She manages the Real-World Evidence (RWE) research projects together with Health Data Center (HDC), that includes several research projects together with Region Halland (a regional Swedish healthcare system), analytics companies, and big Pharma.
She has worked on various topics and application areas within Machine Learning (ML), Artificial Intelligence (AI), and Deep Learning (DL) in the last decade, focused mostly within healthcare domain. Her main research interest is focused on solving real-world problems, which is focused on a healthier society, with the help of AI and ML, if possible and applicable.
Roope Näsi: Drone based multi-annual methods for bark beetle induced forest disturbance monitoring (Keynote 2)
Abstract: Boreal forests in central and northern Europe are threatened by biotic and abiotic stresses at an increasing rate as a consequence of climate change. The risk of outbreaks by the European spruce bark beetle (Ips typographus L.) has increased in Norway spruce stands. Drones offer a versatile solution for monitoring forest ecosystems. This study aimed to develop and assess an individual tree-based methodology using multi-temporal, drone images to track changes caused by the European spruce bark beetle. The approach encompassed four key steps: 1) individual tree detection using point clouds, 2) tree species classification, 3) health classification of spruce trees as healthy, declined, or dead, and 4) change detection, identifying fallen/removed trees and alterations in tree health status. The results demonstrated successful control of the outbreak in the managed stands, evidenced by moderate tree mortality.
Bio: Roope Näsi is a Senior Researcher at Finnish Geospatial Research Institute (FGI) in National Land Survey of Finland. He received a BSc and MSc in Geomatics from Aalto University. In 2021, he received a PhD (title: Drone-based spectral and 3D remote sensing applications for forestry and agriculture) from Aalto University based on research conducted in FGI. At the moment, his research is focusing mainly to various of application in agriculture and forestry, where remote sensing, especially drones, can be utilized.

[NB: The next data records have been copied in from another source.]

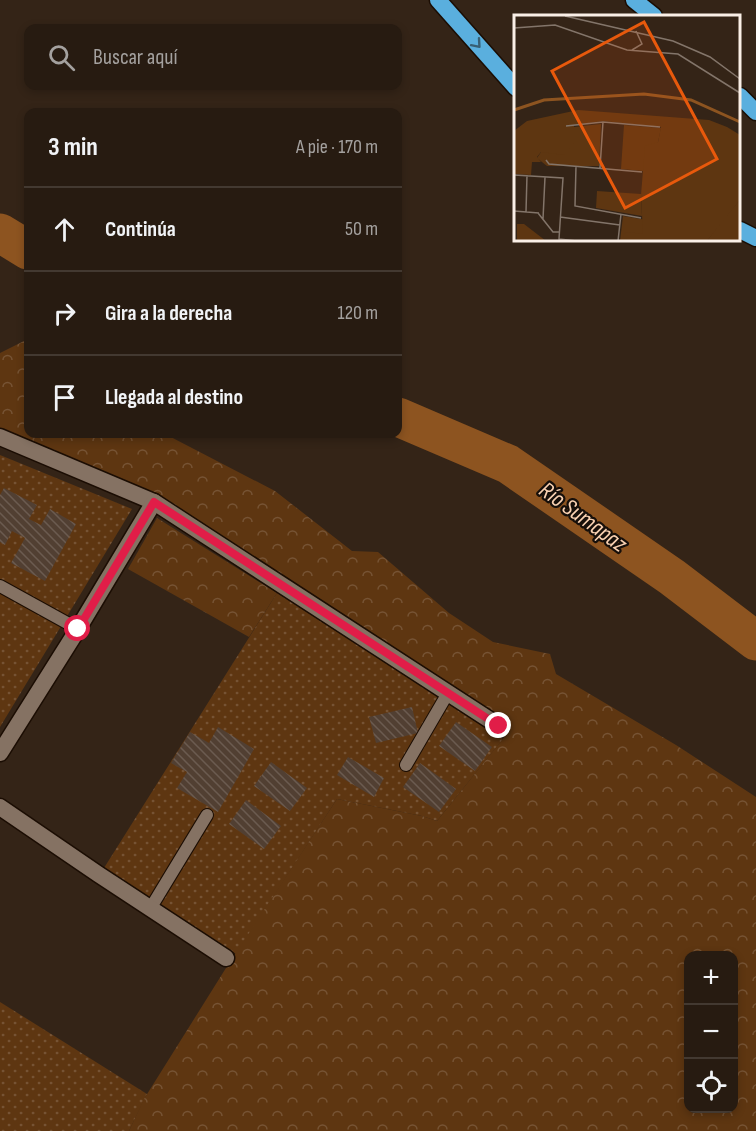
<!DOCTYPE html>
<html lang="es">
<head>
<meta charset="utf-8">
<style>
  body { margin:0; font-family:"Sofia Sans Condensed",sans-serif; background:#33281f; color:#f1f3f6 }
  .controls { position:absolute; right:18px; bottom:18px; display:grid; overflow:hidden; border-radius:12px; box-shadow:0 3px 9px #0003 }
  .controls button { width:54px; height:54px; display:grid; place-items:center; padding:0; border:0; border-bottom:2px solid #433931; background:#271b11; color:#f1f3f6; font:30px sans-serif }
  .stop { position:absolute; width:18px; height:18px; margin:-14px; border:4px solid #e11d48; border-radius:50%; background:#fff }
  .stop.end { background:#e11d48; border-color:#fff; box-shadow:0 2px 6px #0008 }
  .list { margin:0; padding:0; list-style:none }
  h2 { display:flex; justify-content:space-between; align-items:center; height:78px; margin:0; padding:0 24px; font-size:26px }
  h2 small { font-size:20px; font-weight:400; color:#a4a19f }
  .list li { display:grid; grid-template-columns:39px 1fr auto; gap:18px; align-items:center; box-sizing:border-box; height:84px; padding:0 24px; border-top:2px solid #433931 }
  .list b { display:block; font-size:22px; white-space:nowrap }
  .list em { font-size:20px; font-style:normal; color:#a4a19f }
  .icon { flex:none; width:33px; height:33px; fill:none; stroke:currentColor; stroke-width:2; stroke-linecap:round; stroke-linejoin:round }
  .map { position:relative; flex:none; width:756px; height:1131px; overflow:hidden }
  .search { position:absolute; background:#271b11; box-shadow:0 3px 9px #0003; left:24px; top:24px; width:378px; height:66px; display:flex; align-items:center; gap:15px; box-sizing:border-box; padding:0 21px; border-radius:12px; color:#a4a19f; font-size:22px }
  .panel { position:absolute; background:#271b11; box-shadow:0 3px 9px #0003; left:24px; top:108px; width:378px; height:330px; border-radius:12px }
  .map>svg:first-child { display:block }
  .grass { fill:url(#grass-dots) }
  .forest { fill:url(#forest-crowns); fill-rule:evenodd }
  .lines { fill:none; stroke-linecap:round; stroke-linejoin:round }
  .river { stroke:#8d5420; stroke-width:39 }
  .building { fill:url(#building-back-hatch) }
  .service-casing { stroke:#1b0d03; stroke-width:14 }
  .minor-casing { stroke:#1b0d03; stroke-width:19 }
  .trunk-casing { stroke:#1b0d03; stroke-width:19 }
  .service { stroke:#857263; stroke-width:12 }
  .minor { stroke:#857263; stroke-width:16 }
  .trunk { stroke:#5aafde; stroke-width:16 }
  .oneway { stroke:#385f74 }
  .route { stroke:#e11d48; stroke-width:8 }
  .labels { text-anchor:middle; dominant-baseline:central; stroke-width:4.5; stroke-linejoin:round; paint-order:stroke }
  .water-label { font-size:24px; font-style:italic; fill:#f9d1b1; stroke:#160f0a }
  .inset-river { fill:none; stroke:#8d5420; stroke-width:3 }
  .inset-road { fill:none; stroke:#83756a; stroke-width:1.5 }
  .view { fill:#e8590c; fill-opacity:0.15; stroke:#e8590c; stroke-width:3 }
  .inset-edge { fill:none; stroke:#faefe7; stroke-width:3 }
</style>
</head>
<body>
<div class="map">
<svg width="756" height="1131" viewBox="0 0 756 1131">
  <defs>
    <pattern id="grass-dots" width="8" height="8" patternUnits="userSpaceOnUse" patternTransform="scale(1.5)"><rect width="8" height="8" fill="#5e3611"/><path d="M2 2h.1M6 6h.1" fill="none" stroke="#765334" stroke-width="1.8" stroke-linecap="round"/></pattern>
    <pattern id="forest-crowns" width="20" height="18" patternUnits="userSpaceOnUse" patternTransform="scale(1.5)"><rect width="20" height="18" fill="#5e3611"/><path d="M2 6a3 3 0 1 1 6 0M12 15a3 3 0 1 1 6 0" fill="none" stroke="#765334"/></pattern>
    <pattern id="building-back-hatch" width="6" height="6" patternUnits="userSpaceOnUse" patternTransform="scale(1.5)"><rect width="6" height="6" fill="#513f32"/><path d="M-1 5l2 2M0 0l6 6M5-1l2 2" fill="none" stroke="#6b5b50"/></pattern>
  </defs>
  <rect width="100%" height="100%" fill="#342417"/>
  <!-- grass -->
  <g class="grass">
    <path d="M 0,455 L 132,509 L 0,727 Z"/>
    <path d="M 277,593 L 503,739 L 437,821 L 422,816 L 337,799 L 236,954 L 104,868 Z"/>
    <path d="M 0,1002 L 147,1094 L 129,1131 L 0,1131 Z"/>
  </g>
  <!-- forest -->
  <g class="forest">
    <path d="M 28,339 L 28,434 L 165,434 L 275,491 L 352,551 L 378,552 L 449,613 L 493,642 L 550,654 L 556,674 L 676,745 L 756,797 L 756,1131 L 129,1131 L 144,1099 L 226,968 L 337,799 L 422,816 L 437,821 L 510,730 L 420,669 L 155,497 L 0,430 L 0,353 ZM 688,956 L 734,956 L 734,1108 L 688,1108 Z"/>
    <path d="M 157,518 L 277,593 L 249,637 L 128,569 Z"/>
  </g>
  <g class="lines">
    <!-- river -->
    <g class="river">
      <path d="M 0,233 L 28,250"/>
      <path d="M 398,417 L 508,464 L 672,577 L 756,641"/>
    </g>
  </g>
  <!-- building -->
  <g class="building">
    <path d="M 4,488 L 37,505 L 29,519 L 41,525 L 50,509 L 76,524 L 45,581 L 11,563 L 25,538 L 12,531 L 5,545 L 0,542 L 0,495 Z"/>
    <path d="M 412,707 L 418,733 L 376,743 L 369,717 Z"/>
    <path d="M 456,722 L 492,747 L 475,771 L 439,746 Z"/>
    <path d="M 218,727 L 254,749 L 218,812 L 177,788 L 187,772 L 171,763 L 190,732 L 209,743 Z"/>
    <path d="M 348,757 L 384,778 L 374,797 L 337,775 Z"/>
    <path d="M 271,762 L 307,788 L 290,811 L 254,786 Z"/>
    <path d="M 420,763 L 456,789 L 439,812 L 403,787 Z"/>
    <path d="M 246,800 L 281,826 L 264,849 L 229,824 Z"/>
  </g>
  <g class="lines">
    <defs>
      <g id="service">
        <path d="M 0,586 L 78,629"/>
        <path d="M 406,765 L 448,693"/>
        <path d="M 150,909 L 207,815"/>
      </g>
      <g id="minor">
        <path d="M 0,437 L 154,502 L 499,726"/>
        <path d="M 0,753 L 78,629 L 154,502"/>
        <path d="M 0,807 L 98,874 L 226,958"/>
      </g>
      <g id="trunk">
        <path d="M 438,0 L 516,88"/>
        <path d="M 634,0 L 654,16"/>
        <path d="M 740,96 L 756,112"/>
        <path d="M 740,230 L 756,238"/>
      </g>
    </defs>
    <!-- service casing -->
    <use href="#service" class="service-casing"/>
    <!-- minor casing -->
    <use href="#minor" class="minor-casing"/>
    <!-- trunk casing -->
    <use href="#trunk" class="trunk-casing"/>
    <!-- service -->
    <use href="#service" class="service"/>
    <!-- minor -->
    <use href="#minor" class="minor"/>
    <!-- trunk -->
    <use href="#trunk" class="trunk"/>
  </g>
  <!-- one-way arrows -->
  <defs><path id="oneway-chevron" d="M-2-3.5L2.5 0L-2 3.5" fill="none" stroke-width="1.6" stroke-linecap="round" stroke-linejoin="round" transform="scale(1.5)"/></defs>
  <use class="oneway" href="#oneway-chevron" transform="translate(477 44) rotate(49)"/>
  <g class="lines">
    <!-- route -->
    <path class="route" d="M 78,629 L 154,502 L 499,726"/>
  </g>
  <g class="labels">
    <!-- water labels -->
    <g class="water-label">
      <text transform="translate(583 517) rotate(36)">Río Sumapaz</text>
    </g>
  </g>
  <!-- overview -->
  <g transform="translate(514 15)">
    <rect width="226" height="226" fill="#342417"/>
    <path d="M 87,109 L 85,151 L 33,151 L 23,143 L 27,137 L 37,136 L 46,139 L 60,112 ZM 110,110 L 147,113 L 144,127 L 129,156 L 107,154 ZM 83,176 L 127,179 L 128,201 L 82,193 ZM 226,185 L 226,226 L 193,226 L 208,205 ZM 109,201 L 133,205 L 128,226 L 106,226 ZM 3,209 L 10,209 L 32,226 L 3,226 Z" fill="#5e3611"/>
    <path d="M 64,95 L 195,105 L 213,112 L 226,120 L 226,185 L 193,226 L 116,226 L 109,222 L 112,217 L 129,219 L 127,180 L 131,131 L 144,127 L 147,112 L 89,106 L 60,110 L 60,128 L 50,140 L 27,137 L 23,142 L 27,147 L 18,147 L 17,160 L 0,159 L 0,116 L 13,106 Z" fill="#5e3611"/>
    <path class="inset-river" d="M 0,95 L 30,85 L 130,79 L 177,85 L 226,107"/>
    <path class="inset-road" d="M 51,1 L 159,26 L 196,42 L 226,64M 0,13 L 41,10 L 113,35 L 164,39 L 226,78M 118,35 L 128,29 L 122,16M 52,111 L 89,107 L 146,112M 32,145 L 35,149 L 128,157M 62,151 L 61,191 L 127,203M 86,153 L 89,107M 0,160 L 49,163 L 45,224 L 63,226M 0,196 L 25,198M 12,197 L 13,160M 24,198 L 39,217 L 45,217M 46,202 L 106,210M 29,204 L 31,162M 104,226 L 107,199"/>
    <path class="view" d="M 130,7 L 203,144 L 111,193 L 38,56 Z"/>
    <rect width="226" height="226" class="inset-edge"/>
  </g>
</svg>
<div class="controls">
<button>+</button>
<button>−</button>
<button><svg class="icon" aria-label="locate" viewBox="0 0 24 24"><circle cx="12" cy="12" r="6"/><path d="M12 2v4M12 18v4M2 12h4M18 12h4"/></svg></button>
</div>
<div class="stop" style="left:78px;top:629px"></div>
<div class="stop end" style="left:499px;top:726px"></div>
<div class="search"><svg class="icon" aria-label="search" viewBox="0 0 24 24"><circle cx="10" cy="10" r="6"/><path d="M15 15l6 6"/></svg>Buscar aquí</div>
<section class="panel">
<h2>3 min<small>A pie · 170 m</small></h2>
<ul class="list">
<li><svg class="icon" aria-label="ahead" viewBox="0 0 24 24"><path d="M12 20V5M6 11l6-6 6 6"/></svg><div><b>Continúa</b></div><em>50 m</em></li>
<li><svg class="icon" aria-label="right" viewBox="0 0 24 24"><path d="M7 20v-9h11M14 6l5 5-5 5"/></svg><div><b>Gira a la derecha</b></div><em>120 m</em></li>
<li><svg class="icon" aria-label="arrive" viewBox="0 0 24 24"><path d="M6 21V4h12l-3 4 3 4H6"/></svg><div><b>Llegada al destino</b></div></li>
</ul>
</section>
</div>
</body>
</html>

Vinicius Prado da Fonseca: Leveraging Time-Series Data Analysis for Classification, Fault Detection, and Sensor Fusion in Smart Industries (Keynote 1)
Abstract: Join us as we explore the strategic utilization of time-series data analysis in smart manufacturing. This keynote will delve into the applications of time-series analysis for classification, fault detection, and sensor fusion, showcasing its transformative impact on manufacturing efficiency and reliability. Through real-world examples from tactile sensing and fiber industries, discover how leveraging time-series data analysis is used to enhance classification accuracy, detect events, and fuse sensor data. Gain insights into the innovative approaches driving smart manufacturing forward and learn how to apply these principles in your own industrial processes.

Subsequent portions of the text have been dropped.